Copy each line below containing "image".
+++ DATA EXTRACT
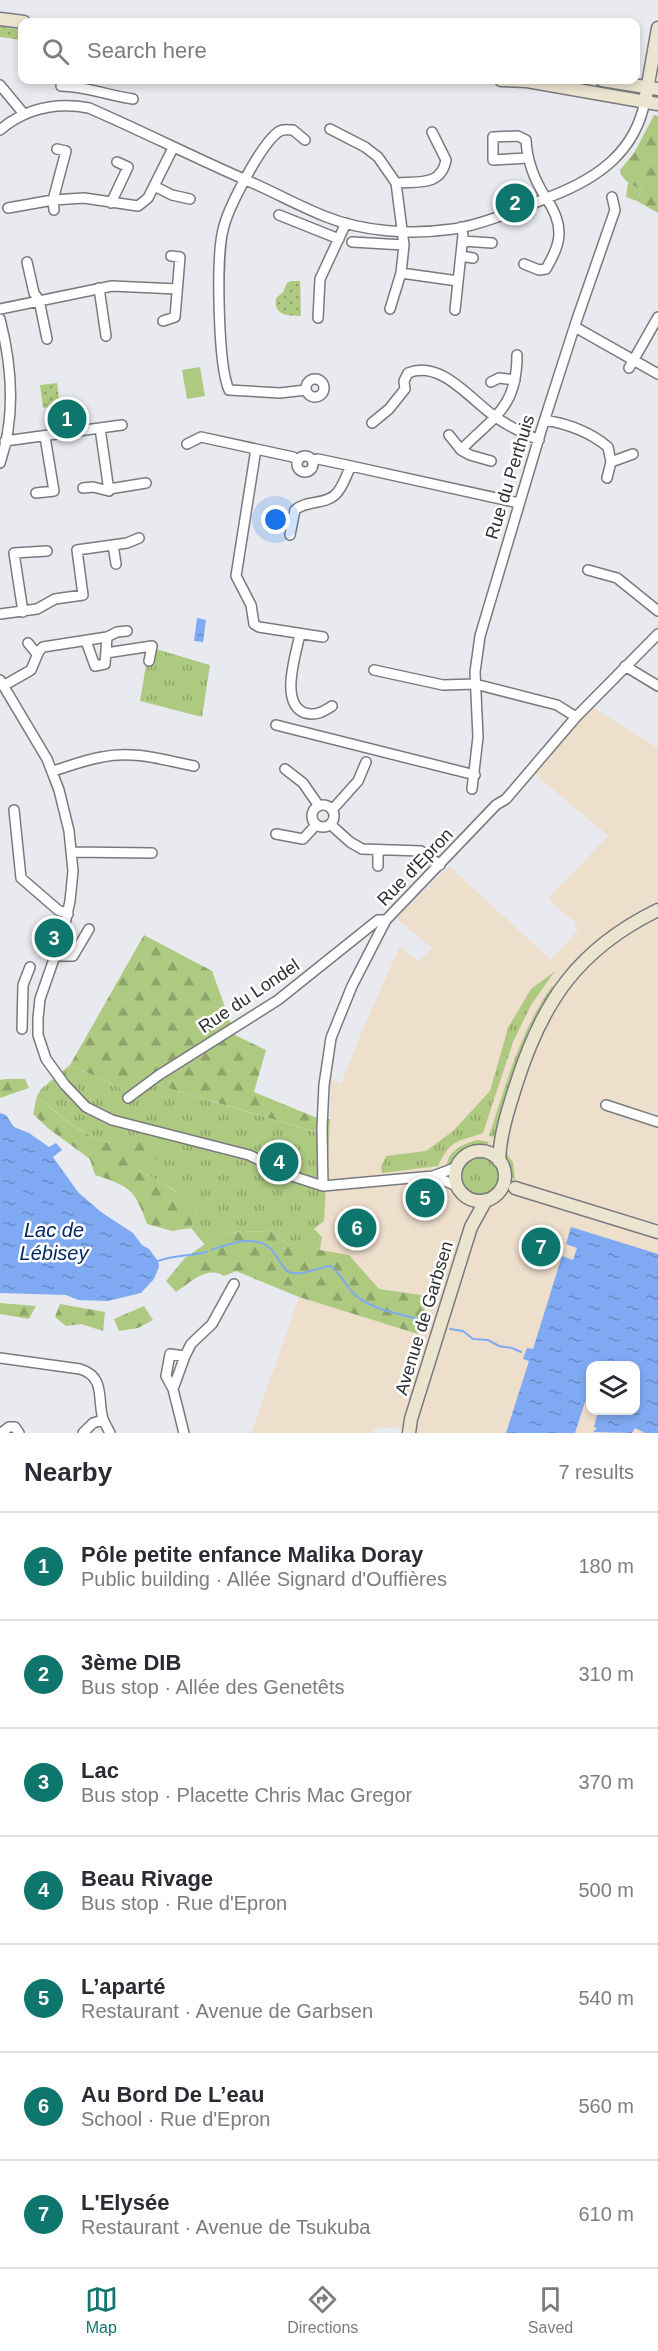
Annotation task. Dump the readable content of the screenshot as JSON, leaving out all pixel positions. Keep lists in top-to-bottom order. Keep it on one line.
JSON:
++++++
+++ DATA EXTRACT
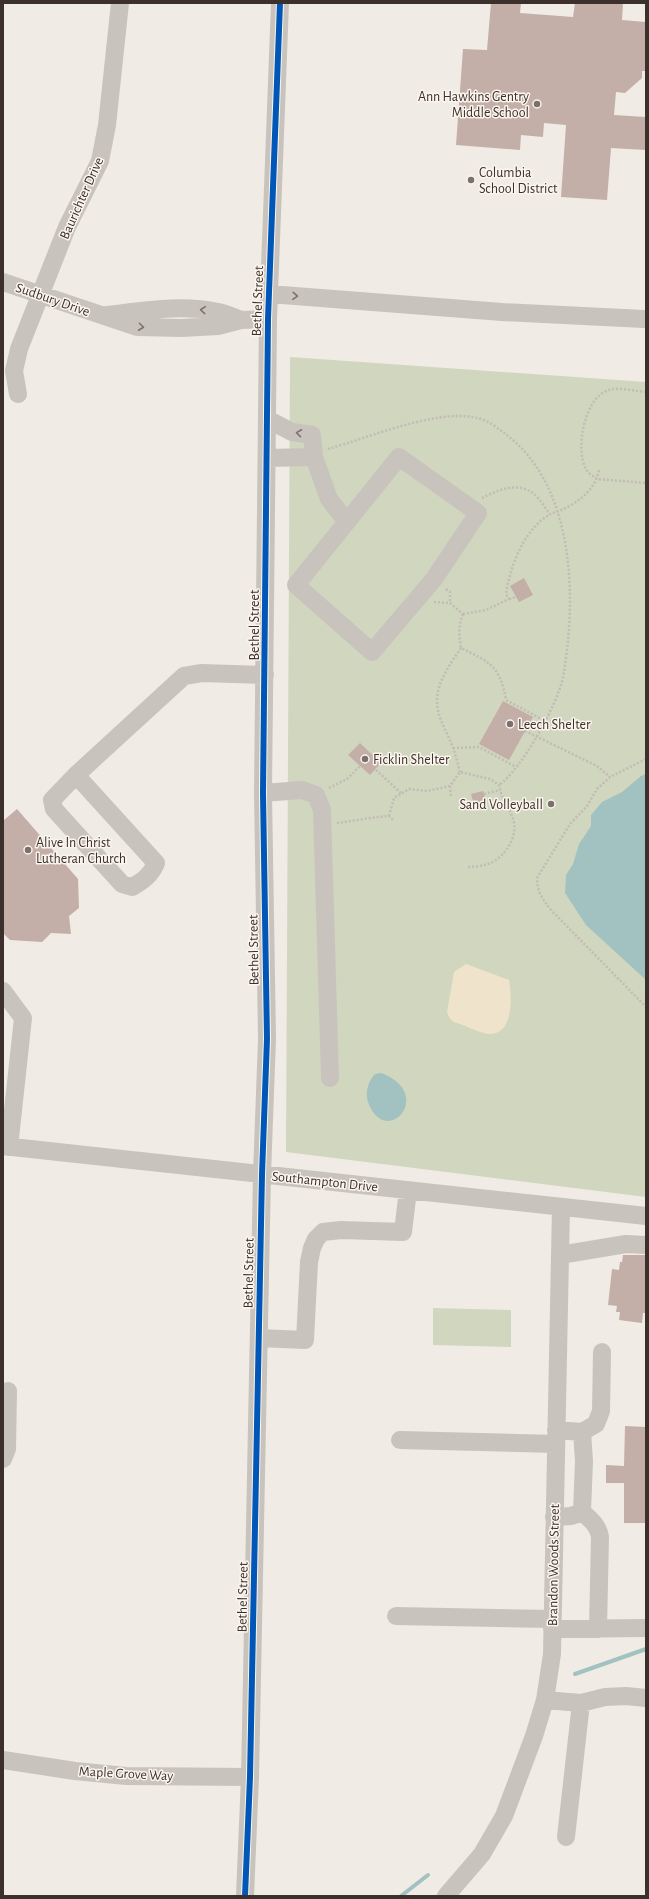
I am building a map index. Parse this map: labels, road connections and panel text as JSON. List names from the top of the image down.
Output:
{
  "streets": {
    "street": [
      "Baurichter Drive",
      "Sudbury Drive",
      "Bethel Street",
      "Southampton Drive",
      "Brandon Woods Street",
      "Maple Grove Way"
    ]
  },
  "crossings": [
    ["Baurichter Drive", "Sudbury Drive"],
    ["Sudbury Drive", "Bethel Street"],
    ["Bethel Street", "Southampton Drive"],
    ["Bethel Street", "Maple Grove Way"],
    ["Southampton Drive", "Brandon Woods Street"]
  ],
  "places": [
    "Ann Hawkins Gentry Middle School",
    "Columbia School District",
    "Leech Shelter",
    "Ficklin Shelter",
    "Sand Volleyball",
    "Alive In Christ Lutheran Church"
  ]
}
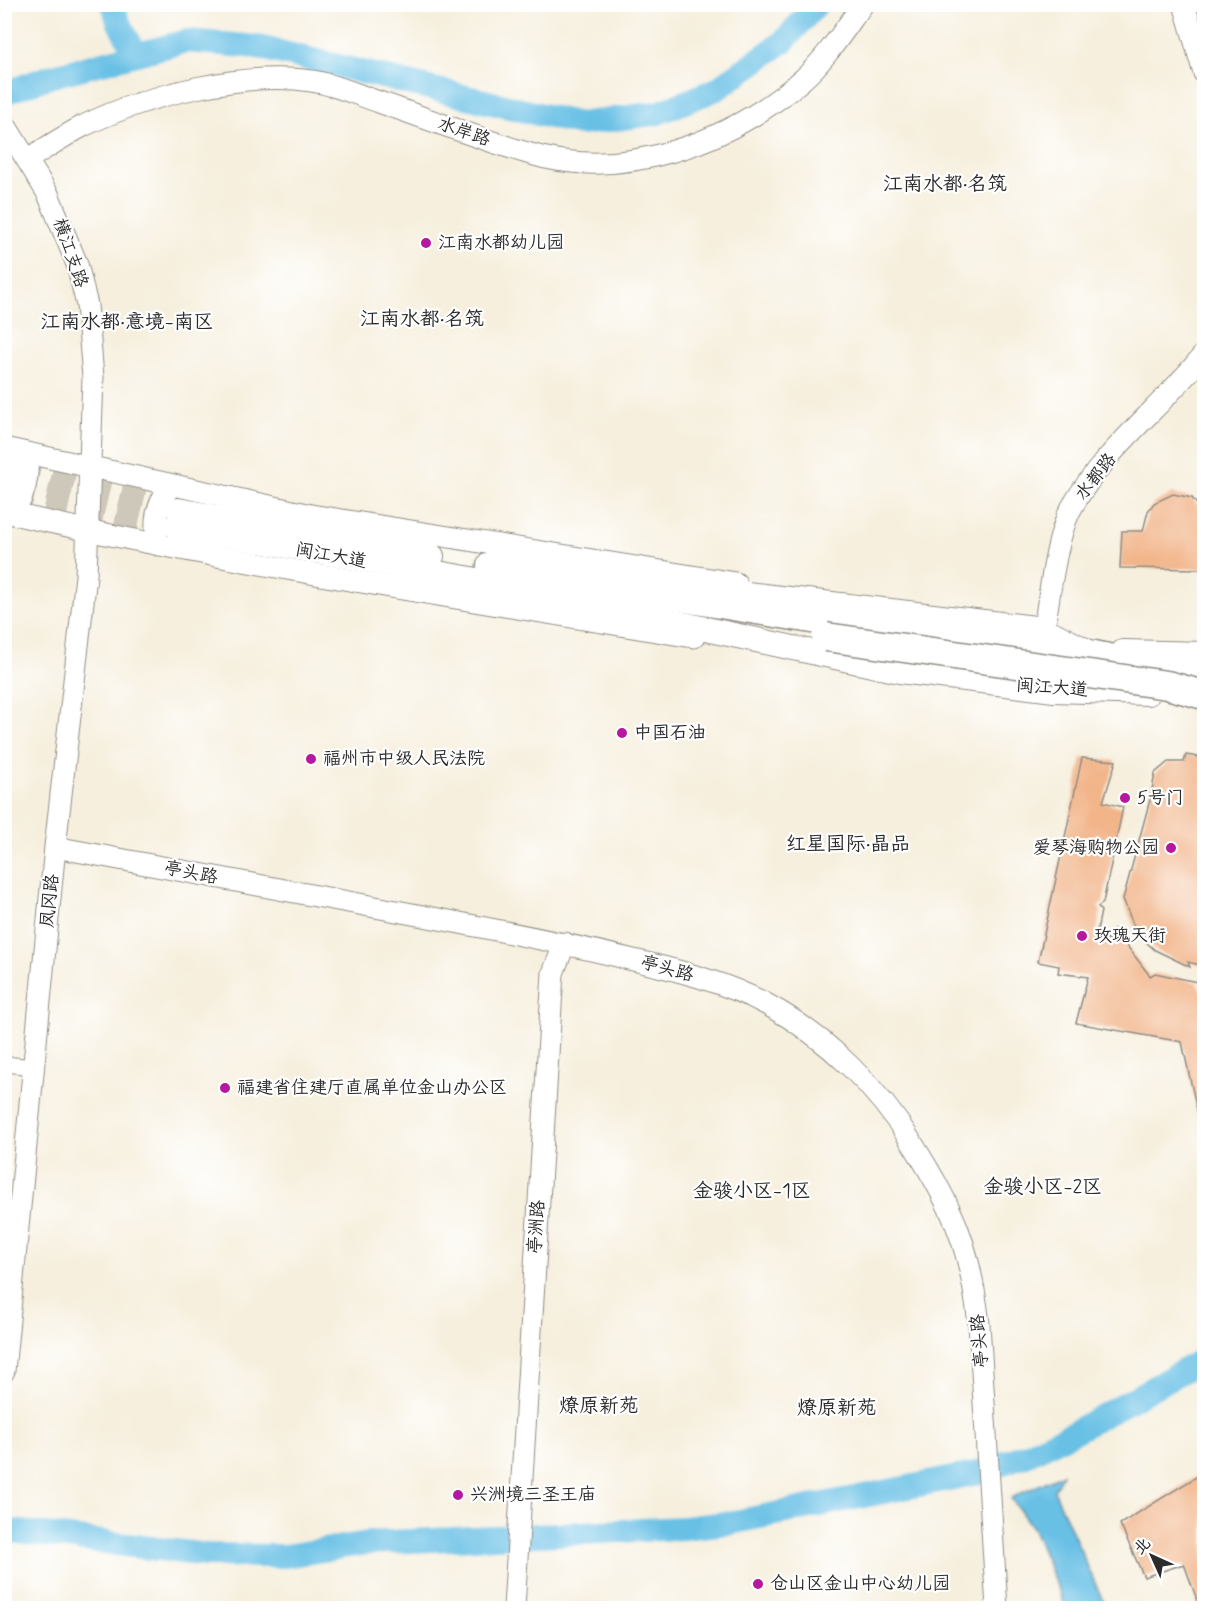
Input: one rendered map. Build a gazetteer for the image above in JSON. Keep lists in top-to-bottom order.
++++++
+++ DATA EXTRACT
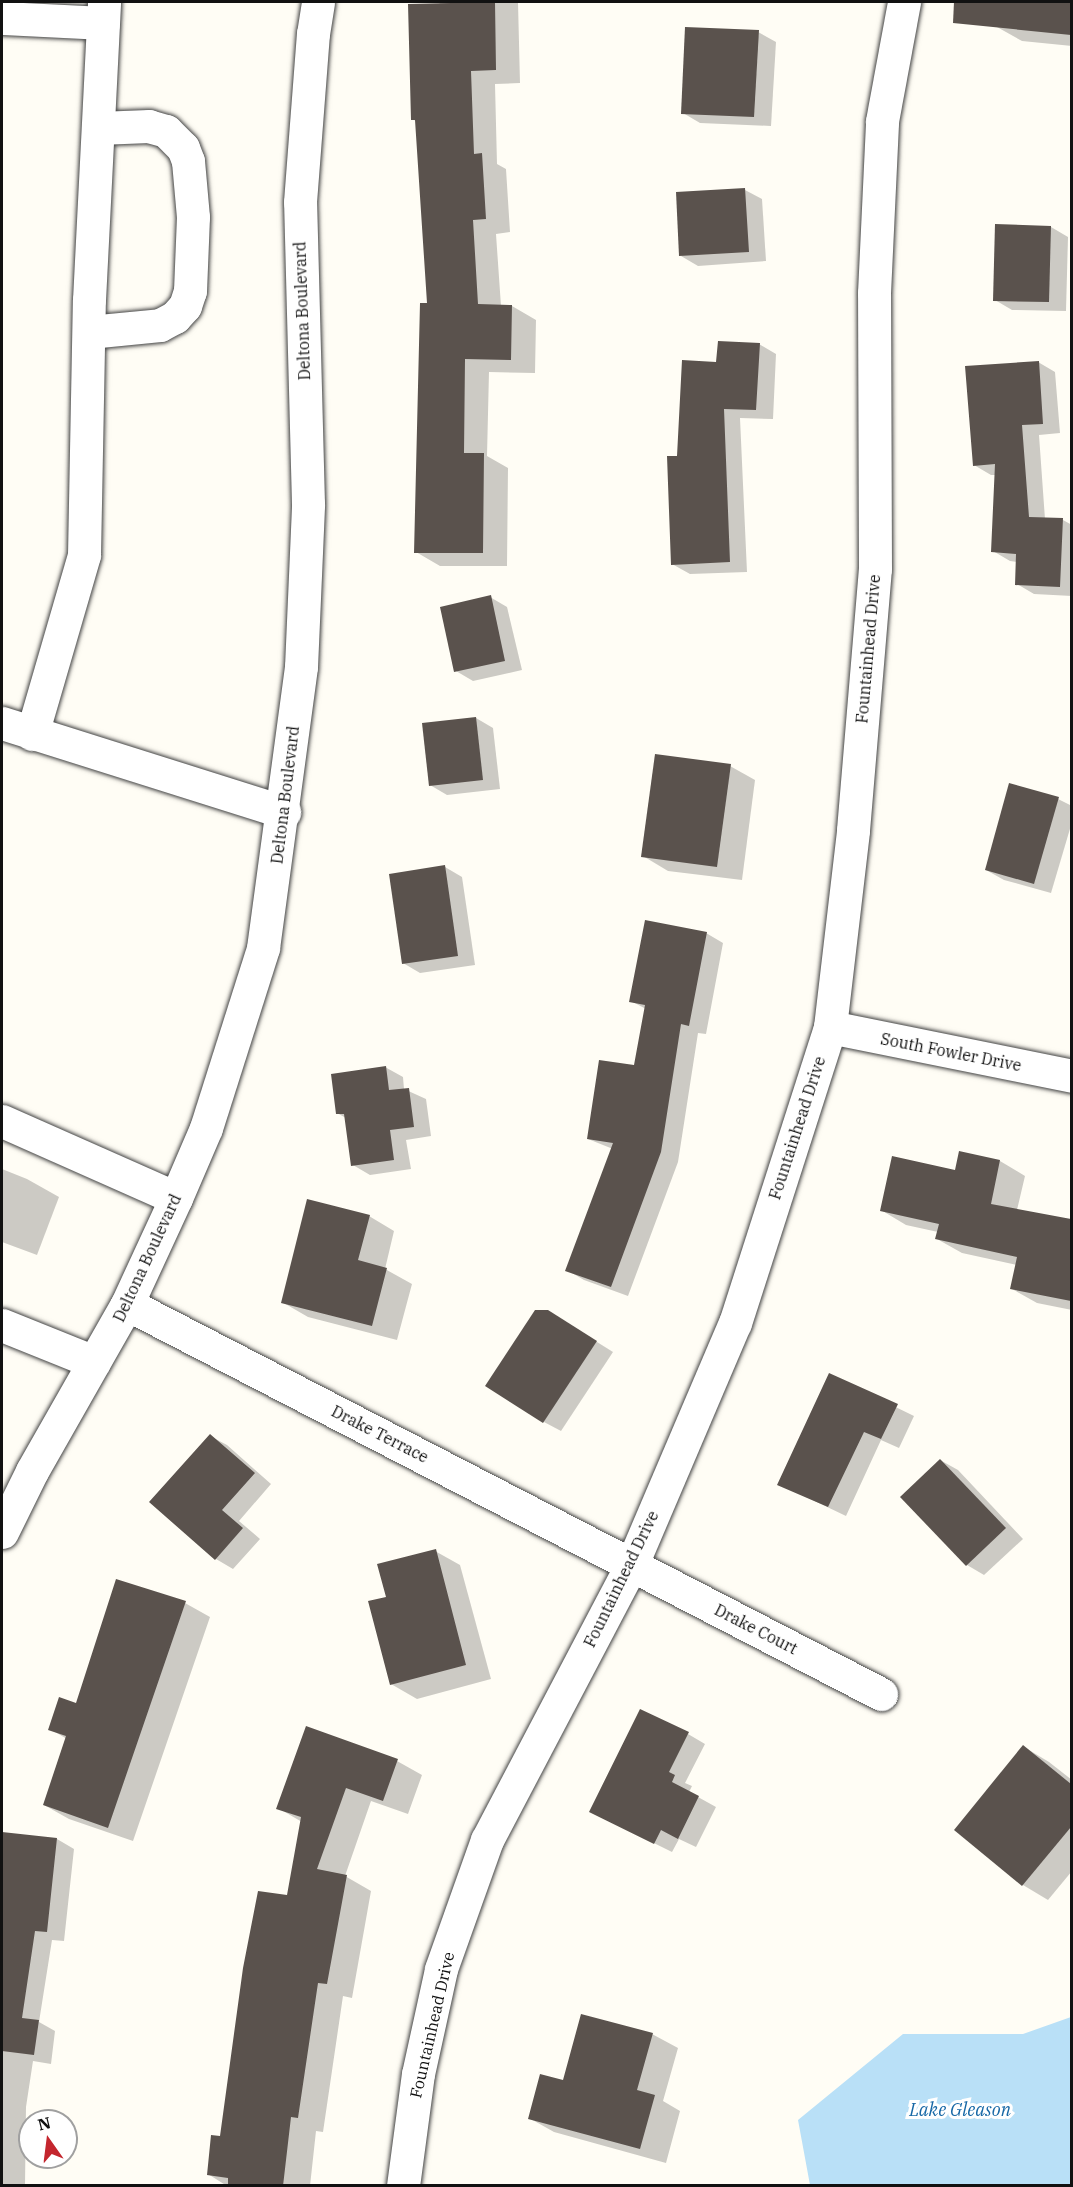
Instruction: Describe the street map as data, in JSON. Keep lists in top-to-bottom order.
++++++
EXERCISE SOLUTION
I am building a map index. Parse this map: labels, road connections and panel text as JSON. List names from the top of the image down.
Input: one rendered map. Build a gazetteer for the image above in JSON. Keep lists in top-to-bottom order.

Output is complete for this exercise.